And I would not argue, nor do I thing the author would argue, that this book comes close to exhausting what we can think about how we can best pursue radical change in our time and as American political society currently is. But this book provides a superb embarkation on a journey whose end we may not as yet fully grasp. And as our society changes, and the technology available to people changes and is more widely propagated, it is possible that some of his "rules" will become obsolete and new ones will be required. But the basic principles outlined in the 8 chapters between the prologue and epilogue provide a broad enough framework that they can serve at least as general guidelines for our continued activism.

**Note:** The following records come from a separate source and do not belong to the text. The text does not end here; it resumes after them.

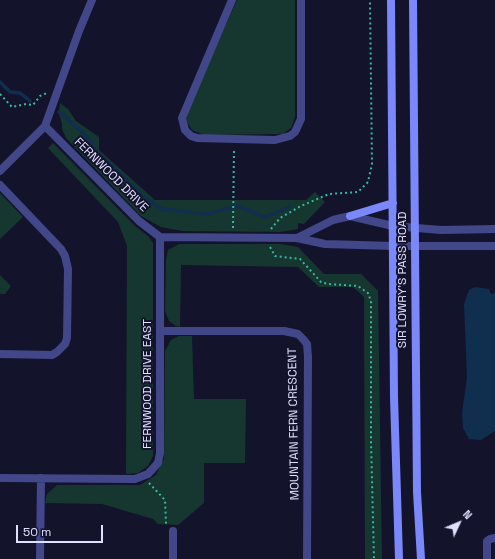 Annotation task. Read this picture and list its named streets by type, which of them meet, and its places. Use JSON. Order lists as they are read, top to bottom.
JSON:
{
  "streets": {
    "main road": ["SIR LOWRY'S PASS ROAD"],
    "street": ["FERNWOOD DRIVE", "FERNWOOD DRIVE EAST", "MOUNTAIN FERN CRESCENT"]
  },
  "crossings": [
    ["FERNWOOD DRIVE", "FERNWOOD DRIVE EAST"],
    ["FERNWOOD DRIVE EAST", "MOUNTAIN FERN CRESCENT"]
  ],
  "scale_bar": "50 m",
  "north": "top right"
} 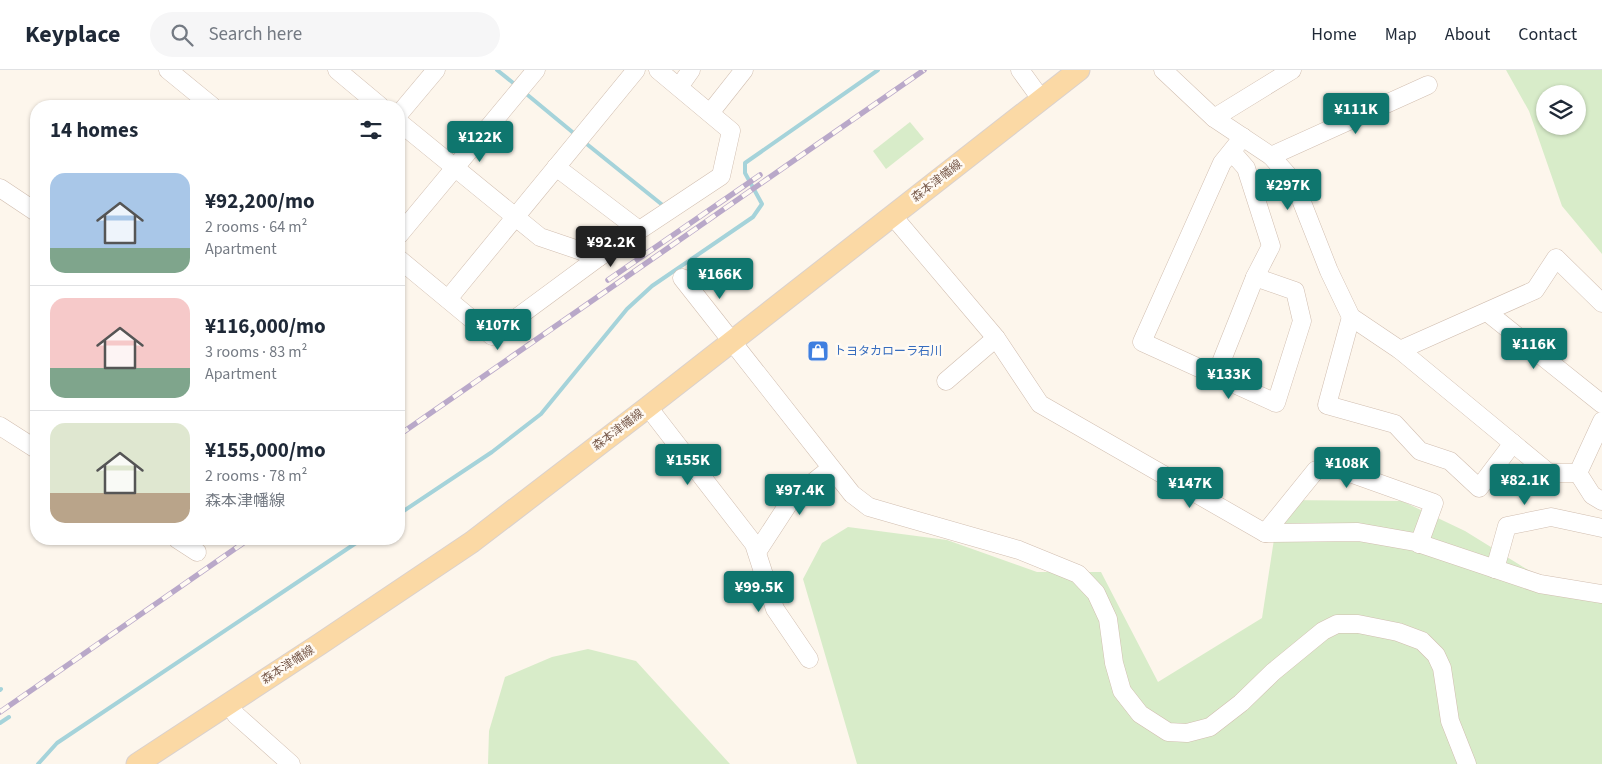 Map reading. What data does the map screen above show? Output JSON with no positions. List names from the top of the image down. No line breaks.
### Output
{"streets":{"main road":["森本津幡線"]},"places":{"shop":["トヨタカローラ石川"]},"page":{"header":"Keyplace","search":"Search here","nav":["Home","Map","About","Contact"],"price":["¥111K","¥122K","¥297K","¥92.2K","¥166K","¥107K","¥116K","¥133K","¥155K","¥108K","¥82.1K","¥147K","¥97.4K","¥99.5K"],"heading":"14 homes","list":[{"name":"¥92,200/mo","note":"2 rooms · 64 m² · Apartment"},{"name":"¥116,000/mo","note":"3 rooms · 83 m² · Apartment"},{"name":"¥155,000/mo","note":"2 rooms · 78 m² · 森本津幡線"}]}} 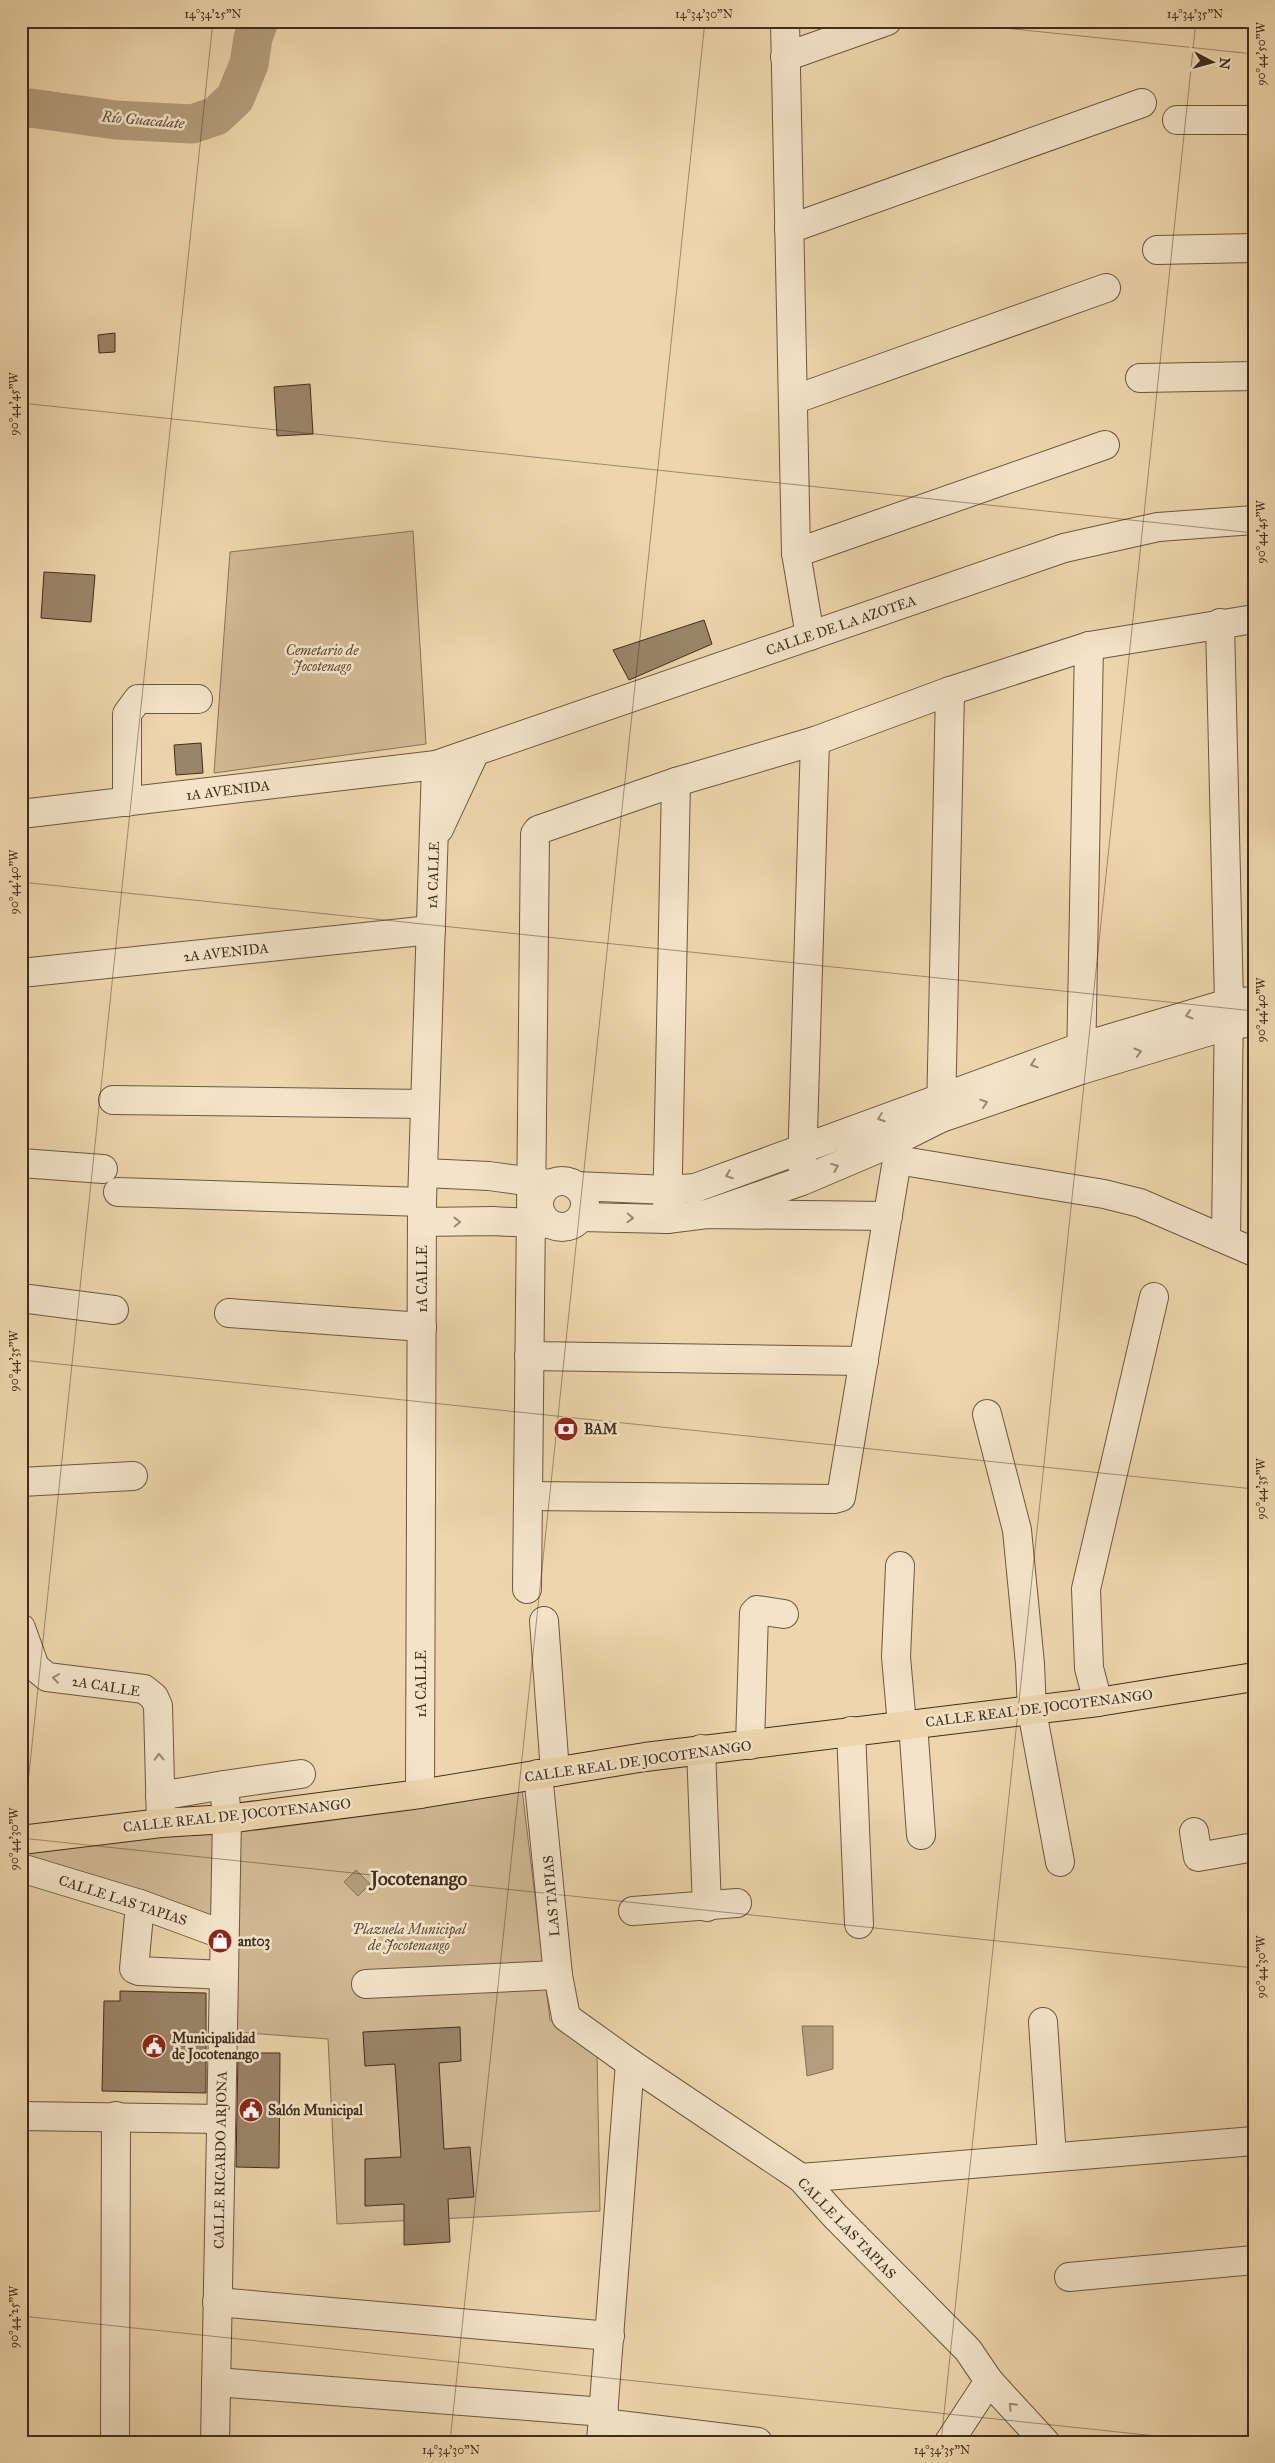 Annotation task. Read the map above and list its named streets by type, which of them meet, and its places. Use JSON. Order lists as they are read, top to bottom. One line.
{"streets":{"main road":["CALLE REAL DE JOCOTENANGO"],"street":["CALLE DE LA AZOTEA","1A AVENIDA","1A CALLE","2A AVENIDA","2A CALLE","LAS TAPIAS","CALLE LAS TAPIAS","CALLE RICARDO ARJONA"]},"crossings":[["CALLE DE LA AZOTEA","1A AVENIDA"],["CALLE DE LA AZOTEA","1A CALLE"],["1A AVENIDA","1A CALLE"],["1A CALLE","2A AVENIDA"],["1A CALLE","CALLE REAL DE JOCOTENANGO"],["2A CALLE","CALLE REAL DE JOCOTENANGO"],["CALLE REAL DE JOCOTENANGO","LAS TAPIAS"],["CALLE REAL DE JOCOTENANGO","CALLE RICARDO ARJONA"],["LAS TAPIAS","CALLE LAS TAPIAS"],["CALLE LAS TAPIAS","CALLE RICARDO ARJONA"]],"one_way":["2A CALLE"],"districts":["Jocotenango"],"water":["Río Guacalate"],"parks":["Cemetario de Jocotenago","Plazuela Municipal de Jocotenango"],"places":{"bank":["BAM"],"shop":["ant03"],"public building":["Municipalidad de Jocotenango","Salón Municipal"]},"north":"right","coordinates":["14°34'25\"N","14°34'30\"N","14°34'35\"N","90°44'50\"W","90°44'45\"W","90°44'40\"W","90°44'35\"W","90°44'30\"W","90°44'25\"W"]} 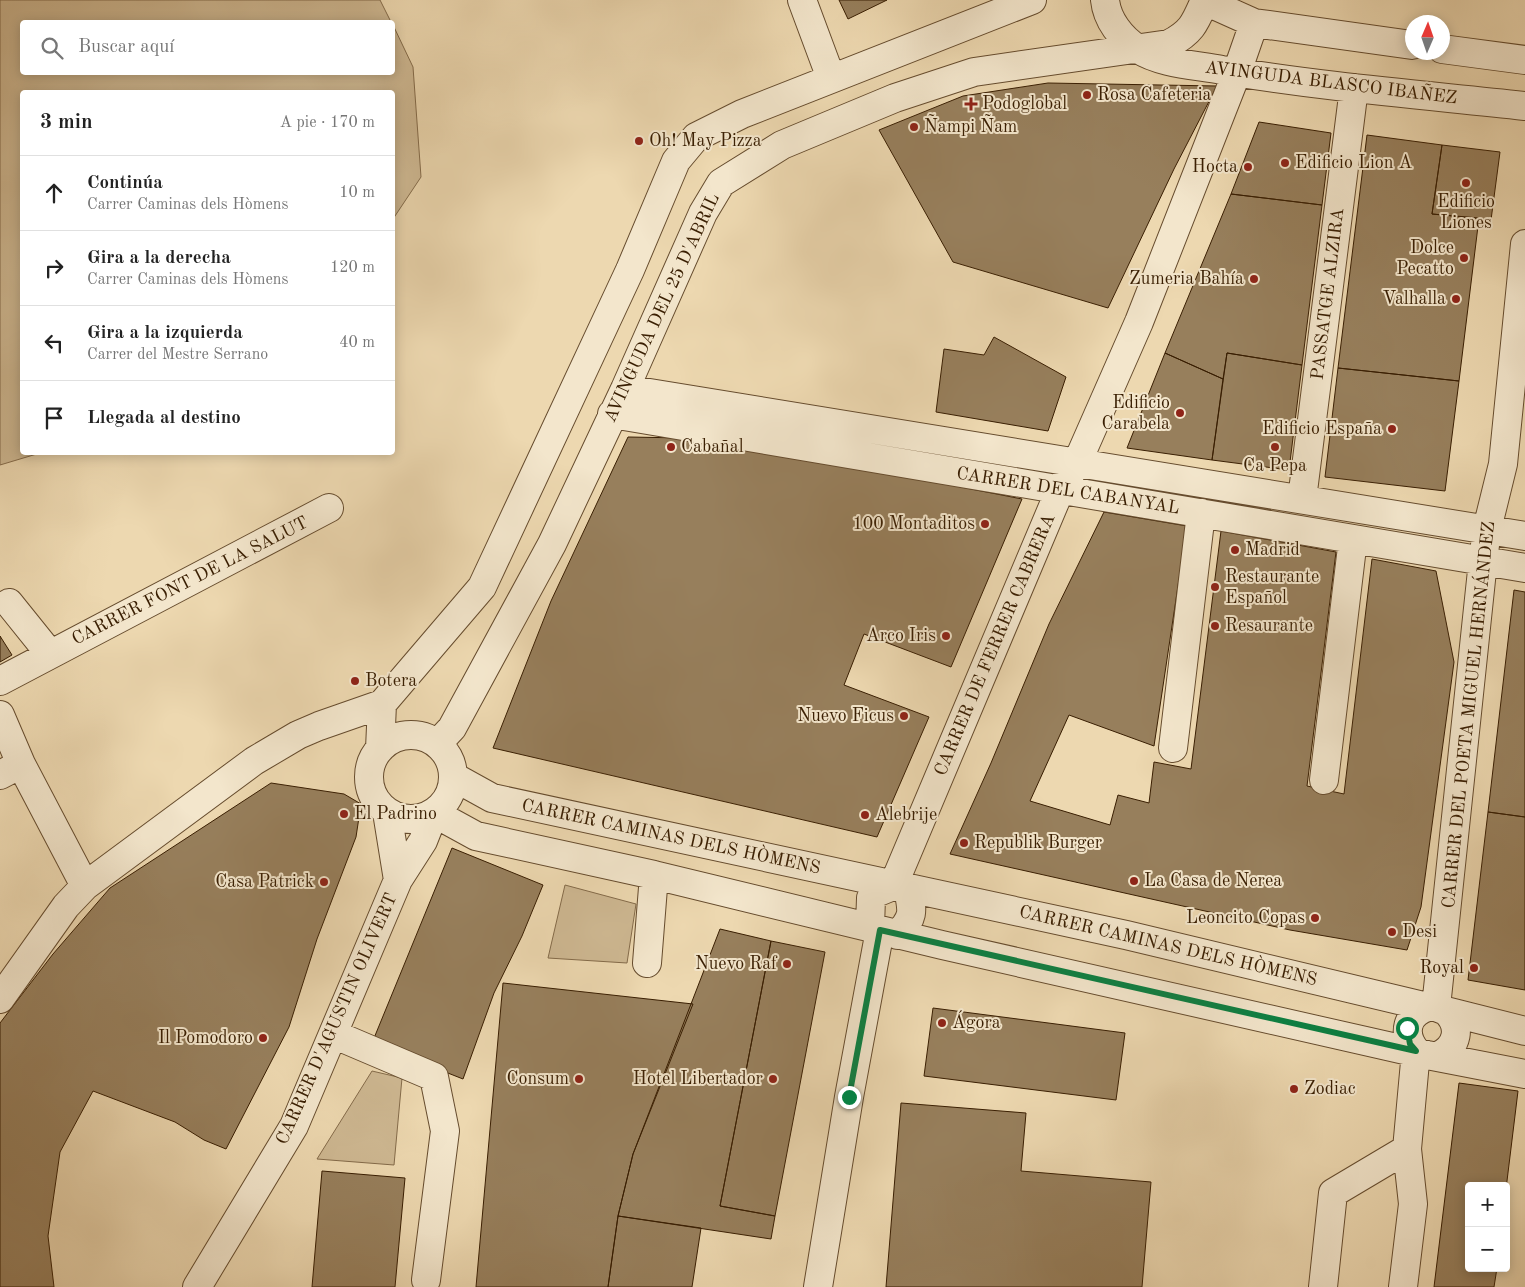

Let me close by illustrating how several of the passages already quoted are applicable to me. Making politics and causes participatory, exciting, and fun is a key to sustaining citizen involvement. This is a key to how I approach my teaching, which is of course my most important role of activism, challenging students to do more than rote learning. I tell them if I am not having fun, I know they will be bored. And I have a heck of lot more fun when they are actively involved, because they are enjoying what is happening, because they are excited about what they are learning.
And then there were these words, which had an impact on me this week: If you find a niche that resonates with a wider audience, a niche were you find yourself being effective, exploit that niche. Those are of a piece with the decision I made to focus on my teaching and my blogging, and not to pursue other opportunities in government and politics. As it happens, I read them just about the time I was reaching my conclusion. They reinforced some of my own thinking. Other words challenged my thinking, and others are things with which I still disagree. It does not matter into which category different parts of the book may fall. Reading it was time well spent for me, and I suspect that if you are a regular visitor here, you are enough of an activist that you will come to a similar conclusion after you read this book.
So what are you waiting for? You can use the link on this site, or perhaps go to your favorite independent bookstore, and place your order now. That way, come August 20, you will begin to do what I have been able to do this past week - not only read it, but begin to apply its lessons to one's own activism.
Peace.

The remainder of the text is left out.